[Data excerpts]
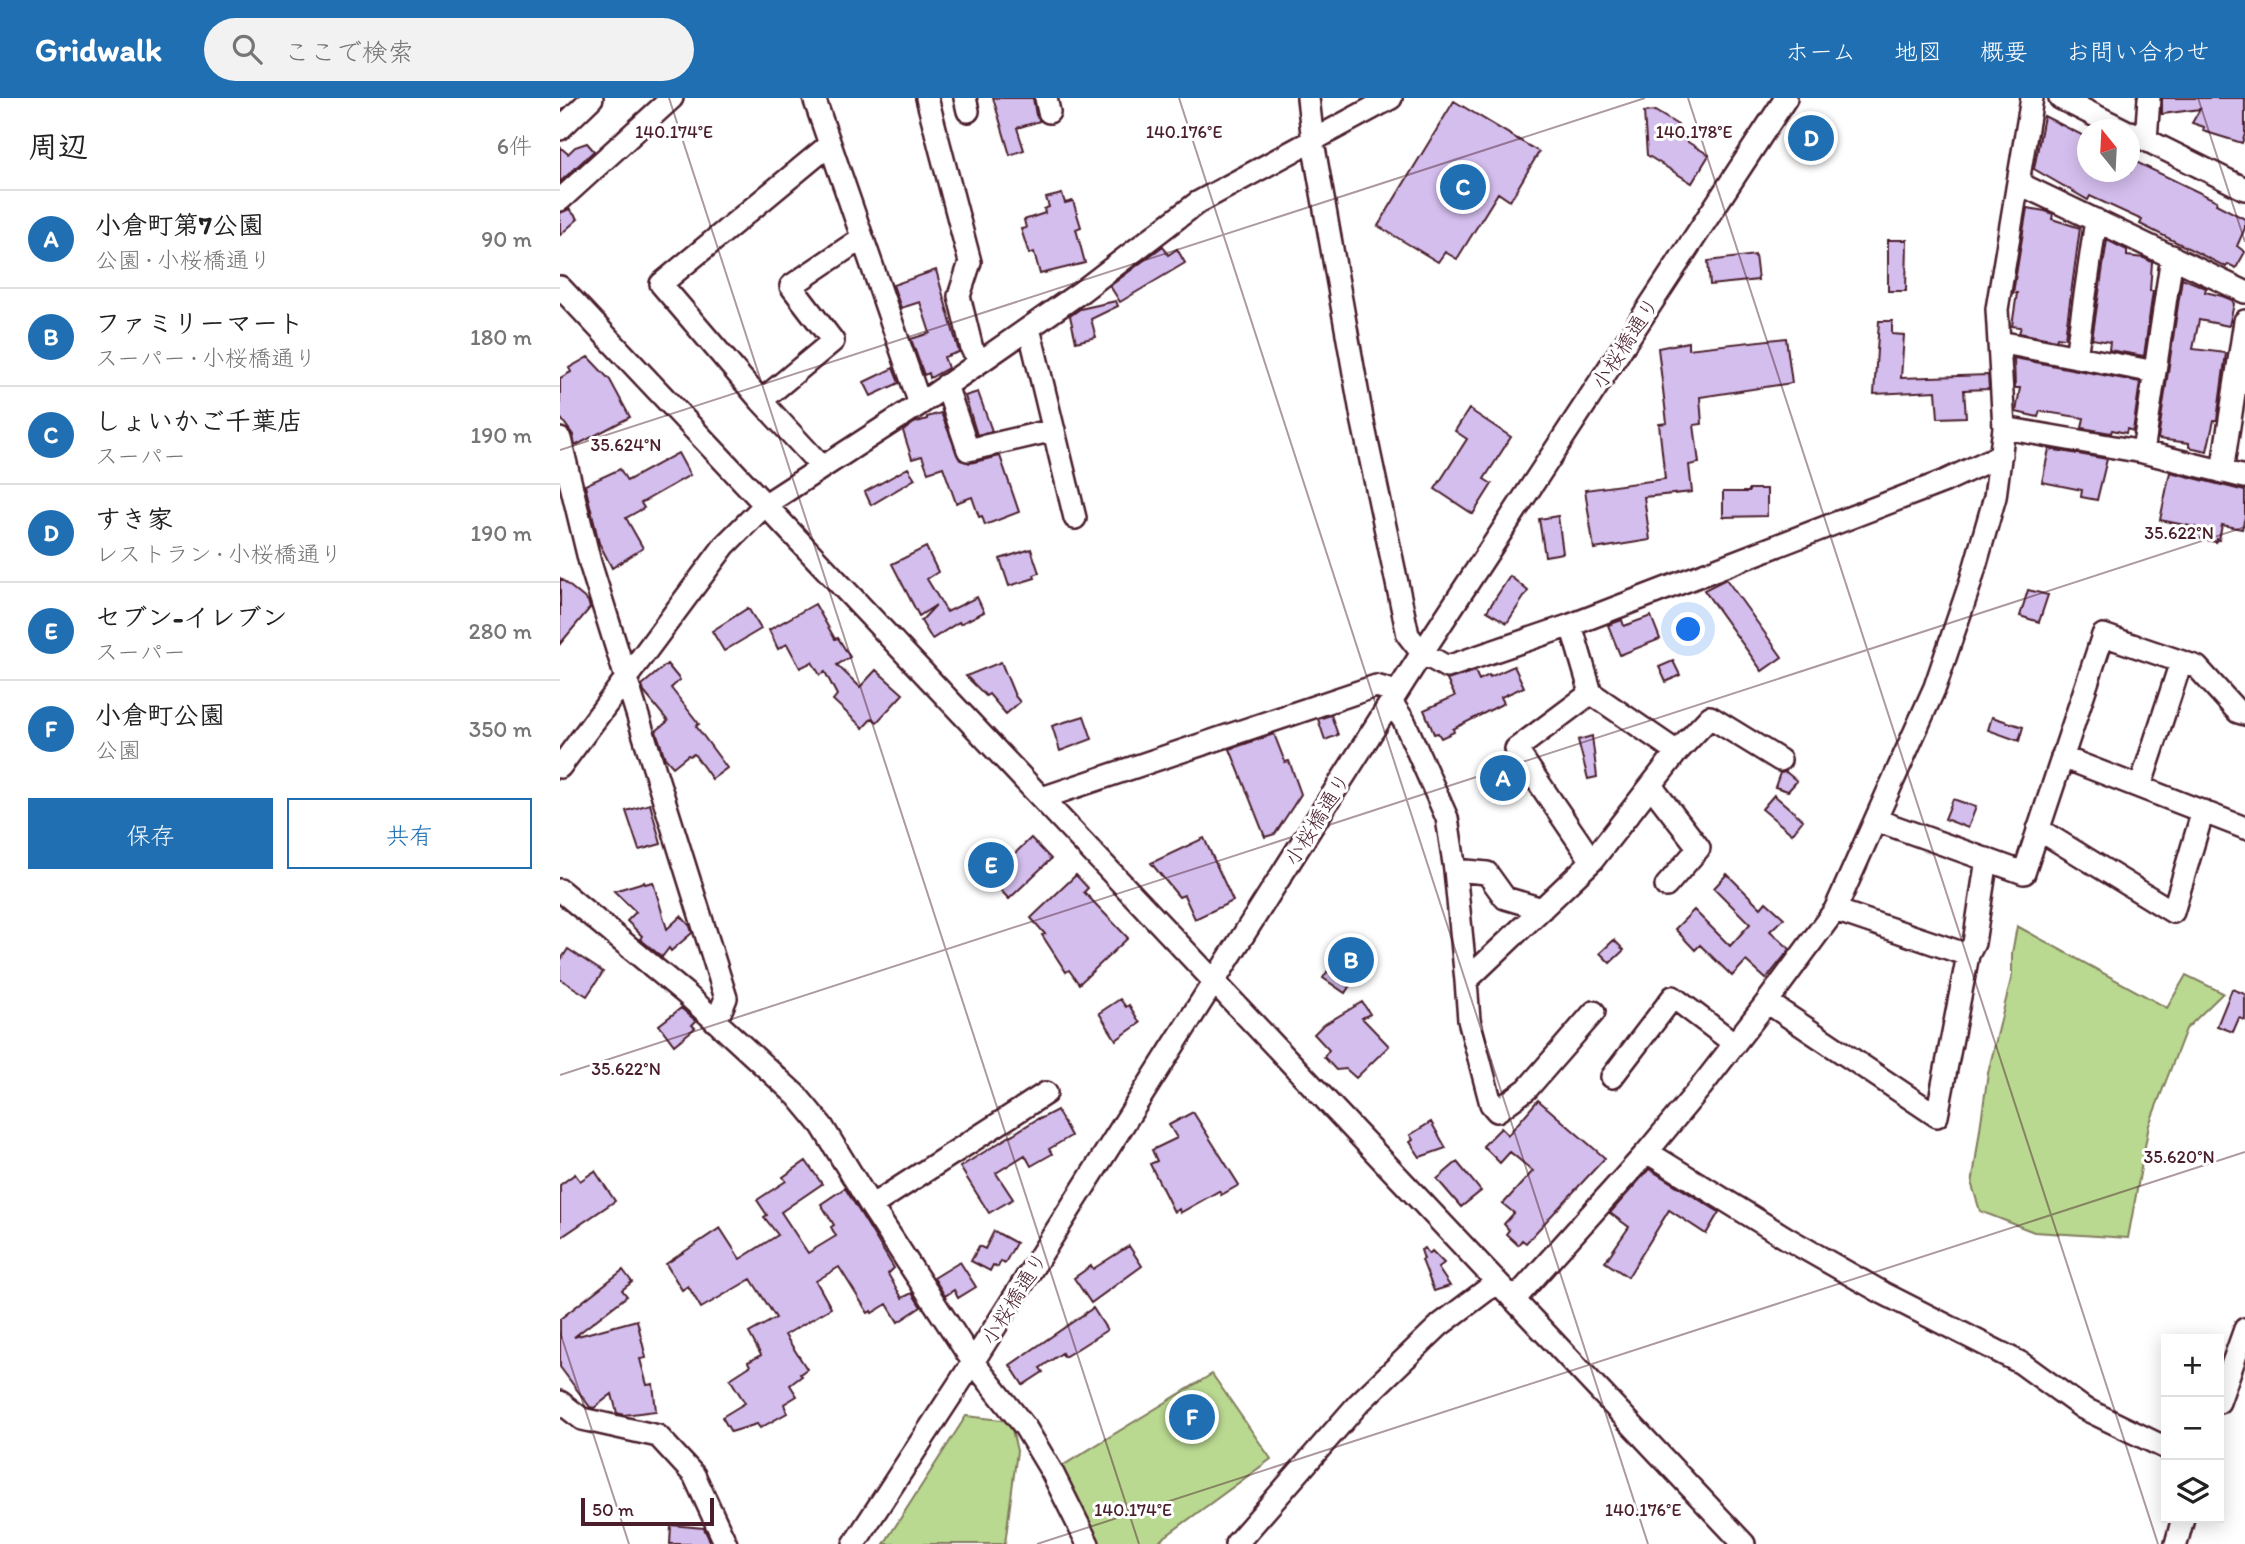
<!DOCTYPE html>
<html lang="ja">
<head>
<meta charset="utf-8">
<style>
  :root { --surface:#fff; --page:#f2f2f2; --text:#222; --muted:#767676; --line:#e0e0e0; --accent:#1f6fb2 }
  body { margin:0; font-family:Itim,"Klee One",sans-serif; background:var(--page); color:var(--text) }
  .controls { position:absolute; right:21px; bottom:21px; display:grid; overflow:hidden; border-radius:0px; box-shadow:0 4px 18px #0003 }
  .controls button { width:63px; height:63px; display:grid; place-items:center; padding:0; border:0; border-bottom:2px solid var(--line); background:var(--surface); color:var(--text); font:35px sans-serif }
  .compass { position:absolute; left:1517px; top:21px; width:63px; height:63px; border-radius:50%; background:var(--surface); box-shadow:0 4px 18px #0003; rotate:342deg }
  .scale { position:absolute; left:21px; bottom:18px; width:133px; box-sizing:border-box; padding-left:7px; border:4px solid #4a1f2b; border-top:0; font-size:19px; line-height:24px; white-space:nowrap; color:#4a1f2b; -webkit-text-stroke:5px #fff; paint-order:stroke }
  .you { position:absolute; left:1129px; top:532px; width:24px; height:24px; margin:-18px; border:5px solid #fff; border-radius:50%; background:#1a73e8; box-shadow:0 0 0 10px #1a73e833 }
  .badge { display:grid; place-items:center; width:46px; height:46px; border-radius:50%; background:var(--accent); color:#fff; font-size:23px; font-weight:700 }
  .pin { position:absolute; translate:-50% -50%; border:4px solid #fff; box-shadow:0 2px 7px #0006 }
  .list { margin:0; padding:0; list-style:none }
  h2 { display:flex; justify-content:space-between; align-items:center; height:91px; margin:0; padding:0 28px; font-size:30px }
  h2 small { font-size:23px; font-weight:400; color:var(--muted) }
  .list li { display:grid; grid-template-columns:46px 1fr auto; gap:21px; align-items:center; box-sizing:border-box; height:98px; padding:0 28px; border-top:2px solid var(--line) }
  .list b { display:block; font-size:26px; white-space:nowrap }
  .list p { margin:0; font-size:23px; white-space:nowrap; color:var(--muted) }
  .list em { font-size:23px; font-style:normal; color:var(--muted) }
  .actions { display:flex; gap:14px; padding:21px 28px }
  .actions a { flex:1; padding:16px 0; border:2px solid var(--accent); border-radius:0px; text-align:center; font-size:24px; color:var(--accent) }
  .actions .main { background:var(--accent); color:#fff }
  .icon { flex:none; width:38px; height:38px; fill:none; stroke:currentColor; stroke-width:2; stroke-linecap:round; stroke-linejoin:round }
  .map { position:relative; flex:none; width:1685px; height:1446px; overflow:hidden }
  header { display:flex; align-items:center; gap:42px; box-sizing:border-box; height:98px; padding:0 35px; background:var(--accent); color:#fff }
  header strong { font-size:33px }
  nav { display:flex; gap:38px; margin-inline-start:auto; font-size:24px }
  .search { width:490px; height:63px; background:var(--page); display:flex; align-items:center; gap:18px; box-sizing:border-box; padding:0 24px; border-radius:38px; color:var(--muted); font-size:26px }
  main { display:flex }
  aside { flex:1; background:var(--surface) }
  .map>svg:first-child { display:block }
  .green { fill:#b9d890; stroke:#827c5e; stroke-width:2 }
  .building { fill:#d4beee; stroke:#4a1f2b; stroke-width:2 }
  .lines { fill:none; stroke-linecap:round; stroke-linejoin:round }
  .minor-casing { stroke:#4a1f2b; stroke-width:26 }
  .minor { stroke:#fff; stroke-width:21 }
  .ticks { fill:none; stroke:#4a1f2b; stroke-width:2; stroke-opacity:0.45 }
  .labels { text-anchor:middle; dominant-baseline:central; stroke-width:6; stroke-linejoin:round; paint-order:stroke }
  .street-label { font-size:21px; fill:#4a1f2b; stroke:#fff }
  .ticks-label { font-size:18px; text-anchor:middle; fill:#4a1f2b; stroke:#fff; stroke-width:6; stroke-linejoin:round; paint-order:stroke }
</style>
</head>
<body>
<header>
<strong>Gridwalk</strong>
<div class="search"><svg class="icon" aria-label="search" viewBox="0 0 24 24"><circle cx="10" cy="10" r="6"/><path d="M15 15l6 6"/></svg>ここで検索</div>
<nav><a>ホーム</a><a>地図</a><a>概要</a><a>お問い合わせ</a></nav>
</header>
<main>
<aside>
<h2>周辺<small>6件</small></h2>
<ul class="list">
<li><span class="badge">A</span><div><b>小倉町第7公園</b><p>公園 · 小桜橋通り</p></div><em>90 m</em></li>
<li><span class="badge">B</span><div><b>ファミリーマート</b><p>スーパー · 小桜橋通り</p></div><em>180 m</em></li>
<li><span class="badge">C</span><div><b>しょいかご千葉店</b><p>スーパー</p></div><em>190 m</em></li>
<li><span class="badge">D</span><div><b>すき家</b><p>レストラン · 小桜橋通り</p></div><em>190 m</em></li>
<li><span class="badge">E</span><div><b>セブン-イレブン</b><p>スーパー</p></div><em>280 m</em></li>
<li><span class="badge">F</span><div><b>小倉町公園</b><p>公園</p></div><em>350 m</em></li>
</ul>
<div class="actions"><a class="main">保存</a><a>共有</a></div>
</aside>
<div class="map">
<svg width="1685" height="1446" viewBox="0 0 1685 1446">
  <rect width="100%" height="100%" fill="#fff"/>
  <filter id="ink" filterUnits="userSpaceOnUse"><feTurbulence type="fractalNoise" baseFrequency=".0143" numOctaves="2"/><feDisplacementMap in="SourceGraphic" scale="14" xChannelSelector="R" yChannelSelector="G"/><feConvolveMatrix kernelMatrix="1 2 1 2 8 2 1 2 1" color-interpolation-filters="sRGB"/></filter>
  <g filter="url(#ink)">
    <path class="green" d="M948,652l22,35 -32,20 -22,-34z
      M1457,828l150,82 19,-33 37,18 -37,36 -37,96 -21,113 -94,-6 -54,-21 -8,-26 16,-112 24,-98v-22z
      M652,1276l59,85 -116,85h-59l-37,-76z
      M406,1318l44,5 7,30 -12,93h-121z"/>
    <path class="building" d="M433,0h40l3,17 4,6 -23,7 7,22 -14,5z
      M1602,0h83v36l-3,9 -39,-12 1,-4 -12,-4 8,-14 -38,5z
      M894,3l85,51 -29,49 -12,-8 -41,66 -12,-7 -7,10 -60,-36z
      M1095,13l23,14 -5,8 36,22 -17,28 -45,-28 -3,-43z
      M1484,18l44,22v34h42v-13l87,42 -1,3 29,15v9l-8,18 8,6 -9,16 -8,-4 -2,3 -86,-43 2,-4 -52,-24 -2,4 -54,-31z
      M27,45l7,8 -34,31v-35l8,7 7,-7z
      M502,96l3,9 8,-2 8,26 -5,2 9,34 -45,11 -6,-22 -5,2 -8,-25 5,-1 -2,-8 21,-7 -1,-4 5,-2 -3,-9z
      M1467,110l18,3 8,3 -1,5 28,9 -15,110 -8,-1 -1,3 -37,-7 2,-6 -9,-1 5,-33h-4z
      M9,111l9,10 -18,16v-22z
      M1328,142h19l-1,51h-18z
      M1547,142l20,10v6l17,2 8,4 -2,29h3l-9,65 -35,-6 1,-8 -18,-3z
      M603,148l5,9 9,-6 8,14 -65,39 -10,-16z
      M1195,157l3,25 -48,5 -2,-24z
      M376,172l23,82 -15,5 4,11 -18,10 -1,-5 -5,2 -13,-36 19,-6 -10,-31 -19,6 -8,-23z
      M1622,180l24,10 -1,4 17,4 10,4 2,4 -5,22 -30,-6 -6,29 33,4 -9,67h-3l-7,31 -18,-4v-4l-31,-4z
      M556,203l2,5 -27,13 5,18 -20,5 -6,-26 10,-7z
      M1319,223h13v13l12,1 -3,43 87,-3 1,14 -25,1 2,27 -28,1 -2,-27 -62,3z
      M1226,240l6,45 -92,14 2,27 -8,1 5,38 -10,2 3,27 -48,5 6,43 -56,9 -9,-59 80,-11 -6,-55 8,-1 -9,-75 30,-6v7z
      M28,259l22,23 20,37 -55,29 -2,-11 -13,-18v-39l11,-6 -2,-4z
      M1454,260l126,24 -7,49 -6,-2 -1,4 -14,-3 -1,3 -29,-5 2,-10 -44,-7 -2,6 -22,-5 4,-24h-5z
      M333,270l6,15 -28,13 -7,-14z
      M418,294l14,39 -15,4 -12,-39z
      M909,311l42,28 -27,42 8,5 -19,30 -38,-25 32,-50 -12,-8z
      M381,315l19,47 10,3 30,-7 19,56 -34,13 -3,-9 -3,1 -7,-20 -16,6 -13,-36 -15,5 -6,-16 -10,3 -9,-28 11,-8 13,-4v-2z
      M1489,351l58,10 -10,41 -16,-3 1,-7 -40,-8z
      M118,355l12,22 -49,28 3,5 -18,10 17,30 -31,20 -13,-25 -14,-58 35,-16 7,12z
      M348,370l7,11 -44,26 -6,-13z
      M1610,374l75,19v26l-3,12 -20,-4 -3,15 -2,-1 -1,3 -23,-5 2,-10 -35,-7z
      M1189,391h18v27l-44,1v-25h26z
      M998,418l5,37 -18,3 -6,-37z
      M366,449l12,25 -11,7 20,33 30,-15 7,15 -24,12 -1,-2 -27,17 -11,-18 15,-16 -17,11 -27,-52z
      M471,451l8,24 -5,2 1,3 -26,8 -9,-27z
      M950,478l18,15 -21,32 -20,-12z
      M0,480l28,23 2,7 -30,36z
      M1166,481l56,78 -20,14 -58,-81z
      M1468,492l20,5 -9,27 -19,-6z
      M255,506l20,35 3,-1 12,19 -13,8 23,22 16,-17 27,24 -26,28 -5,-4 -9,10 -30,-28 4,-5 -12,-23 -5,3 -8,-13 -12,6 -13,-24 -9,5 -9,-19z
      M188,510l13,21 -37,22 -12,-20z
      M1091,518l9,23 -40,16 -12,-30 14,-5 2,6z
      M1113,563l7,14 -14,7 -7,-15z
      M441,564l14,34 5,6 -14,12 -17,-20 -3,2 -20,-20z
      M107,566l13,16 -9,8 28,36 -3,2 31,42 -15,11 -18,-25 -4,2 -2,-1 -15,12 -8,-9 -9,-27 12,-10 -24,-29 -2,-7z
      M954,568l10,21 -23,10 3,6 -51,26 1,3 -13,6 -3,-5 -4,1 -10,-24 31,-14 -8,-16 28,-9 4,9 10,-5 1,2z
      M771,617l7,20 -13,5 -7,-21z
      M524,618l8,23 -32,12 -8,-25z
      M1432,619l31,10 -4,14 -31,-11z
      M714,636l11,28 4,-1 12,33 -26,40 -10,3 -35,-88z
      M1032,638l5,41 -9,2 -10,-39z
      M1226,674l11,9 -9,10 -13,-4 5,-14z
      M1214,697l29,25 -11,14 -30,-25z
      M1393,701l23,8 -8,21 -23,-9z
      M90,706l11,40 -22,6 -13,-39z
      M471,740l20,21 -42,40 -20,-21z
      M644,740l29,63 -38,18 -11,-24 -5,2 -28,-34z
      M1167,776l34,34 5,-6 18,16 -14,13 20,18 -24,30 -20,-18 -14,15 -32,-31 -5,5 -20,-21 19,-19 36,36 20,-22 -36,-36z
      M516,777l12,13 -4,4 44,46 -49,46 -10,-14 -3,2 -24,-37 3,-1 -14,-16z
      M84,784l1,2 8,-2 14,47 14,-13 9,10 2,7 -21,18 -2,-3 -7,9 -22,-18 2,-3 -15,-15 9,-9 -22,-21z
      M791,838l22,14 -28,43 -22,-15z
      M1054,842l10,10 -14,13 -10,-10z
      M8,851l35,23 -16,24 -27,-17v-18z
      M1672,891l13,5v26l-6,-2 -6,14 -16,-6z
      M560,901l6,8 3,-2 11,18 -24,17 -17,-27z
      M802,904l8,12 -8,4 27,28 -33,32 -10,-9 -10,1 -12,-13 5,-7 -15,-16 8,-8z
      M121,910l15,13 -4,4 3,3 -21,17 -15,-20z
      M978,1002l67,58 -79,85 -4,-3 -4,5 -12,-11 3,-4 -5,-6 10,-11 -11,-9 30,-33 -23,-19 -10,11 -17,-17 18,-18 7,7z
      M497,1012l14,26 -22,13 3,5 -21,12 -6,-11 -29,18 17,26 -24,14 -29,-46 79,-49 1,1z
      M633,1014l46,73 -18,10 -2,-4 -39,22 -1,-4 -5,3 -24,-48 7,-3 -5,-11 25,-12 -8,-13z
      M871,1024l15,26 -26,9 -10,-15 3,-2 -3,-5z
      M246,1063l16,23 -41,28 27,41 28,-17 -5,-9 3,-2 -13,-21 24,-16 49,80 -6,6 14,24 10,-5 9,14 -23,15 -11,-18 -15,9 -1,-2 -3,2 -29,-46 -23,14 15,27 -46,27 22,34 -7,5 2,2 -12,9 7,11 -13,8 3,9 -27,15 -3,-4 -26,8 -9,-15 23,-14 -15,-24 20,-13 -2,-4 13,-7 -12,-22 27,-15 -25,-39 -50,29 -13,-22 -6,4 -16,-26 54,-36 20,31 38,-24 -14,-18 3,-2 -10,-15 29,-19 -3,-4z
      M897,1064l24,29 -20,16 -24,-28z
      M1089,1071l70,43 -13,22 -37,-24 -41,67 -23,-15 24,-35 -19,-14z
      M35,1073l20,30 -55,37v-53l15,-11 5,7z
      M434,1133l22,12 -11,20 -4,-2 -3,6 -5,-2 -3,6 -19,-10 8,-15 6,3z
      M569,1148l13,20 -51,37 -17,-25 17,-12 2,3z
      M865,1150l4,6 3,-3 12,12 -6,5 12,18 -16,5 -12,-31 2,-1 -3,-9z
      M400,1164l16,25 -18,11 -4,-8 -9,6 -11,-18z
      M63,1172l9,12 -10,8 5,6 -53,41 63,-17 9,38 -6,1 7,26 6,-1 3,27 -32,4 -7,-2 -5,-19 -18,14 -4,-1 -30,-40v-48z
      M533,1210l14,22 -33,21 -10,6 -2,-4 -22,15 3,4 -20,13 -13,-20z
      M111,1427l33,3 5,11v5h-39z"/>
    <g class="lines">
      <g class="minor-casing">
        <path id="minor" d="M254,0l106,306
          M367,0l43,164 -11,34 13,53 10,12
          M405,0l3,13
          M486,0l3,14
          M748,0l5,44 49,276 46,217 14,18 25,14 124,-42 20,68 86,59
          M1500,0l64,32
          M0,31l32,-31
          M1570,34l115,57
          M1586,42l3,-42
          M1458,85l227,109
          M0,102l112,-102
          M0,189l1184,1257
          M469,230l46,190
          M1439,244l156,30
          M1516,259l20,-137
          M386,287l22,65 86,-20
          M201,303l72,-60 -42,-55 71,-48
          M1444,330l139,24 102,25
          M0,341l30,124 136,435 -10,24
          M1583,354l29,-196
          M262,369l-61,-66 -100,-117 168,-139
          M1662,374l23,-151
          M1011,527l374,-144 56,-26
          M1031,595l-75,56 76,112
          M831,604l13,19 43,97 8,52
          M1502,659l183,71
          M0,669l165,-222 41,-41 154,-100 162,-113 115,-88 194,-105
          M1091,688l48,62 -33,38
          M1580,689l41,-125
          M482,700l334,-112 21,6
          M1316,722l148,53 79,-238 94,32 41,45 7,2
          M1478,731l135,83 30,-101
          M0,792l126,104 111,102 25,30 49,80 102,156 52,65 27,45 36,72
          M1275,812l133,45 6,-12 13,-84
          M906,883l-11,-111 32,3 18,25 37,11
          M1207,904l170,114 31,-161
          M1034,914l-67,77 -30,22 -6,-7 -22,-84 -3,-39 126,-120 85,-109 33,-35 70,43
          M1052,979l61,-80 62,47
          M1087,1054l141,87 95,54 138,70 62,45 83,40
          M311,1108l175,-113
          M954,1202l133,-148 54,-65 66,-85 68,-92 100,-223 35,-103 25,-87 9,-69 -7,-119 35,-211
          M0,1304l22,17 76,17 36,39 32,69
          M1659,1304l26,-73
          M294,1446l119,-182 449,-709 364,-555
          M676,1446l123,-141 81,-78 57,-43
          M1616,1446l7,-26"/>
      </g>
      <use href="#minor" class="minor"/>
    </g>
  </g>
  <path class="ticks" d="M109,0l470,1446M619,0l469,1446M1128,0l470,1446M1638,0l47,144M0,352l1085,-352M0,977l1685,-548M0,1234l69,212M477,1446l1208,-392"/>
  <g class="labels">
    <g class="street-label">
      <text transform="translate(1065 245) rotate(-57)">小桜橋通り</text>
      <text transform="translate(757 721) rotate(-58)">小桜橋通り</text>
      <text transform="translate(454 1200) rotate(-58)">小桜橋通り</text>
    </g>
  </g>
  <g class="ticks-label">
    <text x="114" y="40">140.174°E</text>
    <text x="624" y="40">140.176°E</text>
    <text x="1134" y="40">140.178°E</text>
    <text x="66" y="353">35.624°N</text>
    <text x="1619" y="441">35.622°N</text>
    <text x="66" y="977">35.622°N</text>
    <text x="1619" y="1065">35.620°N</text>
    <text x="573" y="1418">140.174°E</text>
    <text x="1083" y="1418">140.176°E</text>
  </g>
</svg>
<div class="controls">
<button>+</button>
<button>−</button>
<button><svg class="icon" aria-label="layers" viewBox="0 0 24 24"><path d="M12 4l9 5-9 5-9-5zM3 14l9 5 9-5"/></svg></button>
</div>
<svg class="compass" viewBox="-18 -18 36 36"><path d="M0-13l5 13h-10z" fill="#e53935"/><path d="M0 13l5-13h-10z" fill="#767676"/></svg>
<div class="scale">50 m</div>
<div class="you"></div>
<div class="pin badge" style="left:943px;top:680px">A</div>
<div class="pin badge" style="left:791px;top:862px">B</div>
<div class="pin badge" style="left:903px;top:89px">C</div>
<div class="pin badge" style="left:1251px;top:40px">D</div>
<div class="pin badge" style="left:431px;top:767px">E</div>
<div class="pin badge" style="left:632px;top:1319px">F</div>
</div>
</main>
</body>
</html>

[Work required] Your answer should consist of the lines from the material that contain "controls".

[Result of the exercise]
  .controls { position:absolute; right:21px; bottom:21px; display:grid; overflow:hidden; border-radius:0px; box-shadow:0 4px 18px #0003 }
  .controls button { width:63px; height:63px; display:grid; place-items:center; padding:0; border:0; border-bottom:2px solid var(--line); background:var(--surface); color:var(--text); font:35px sans-serif }
<div class="controls">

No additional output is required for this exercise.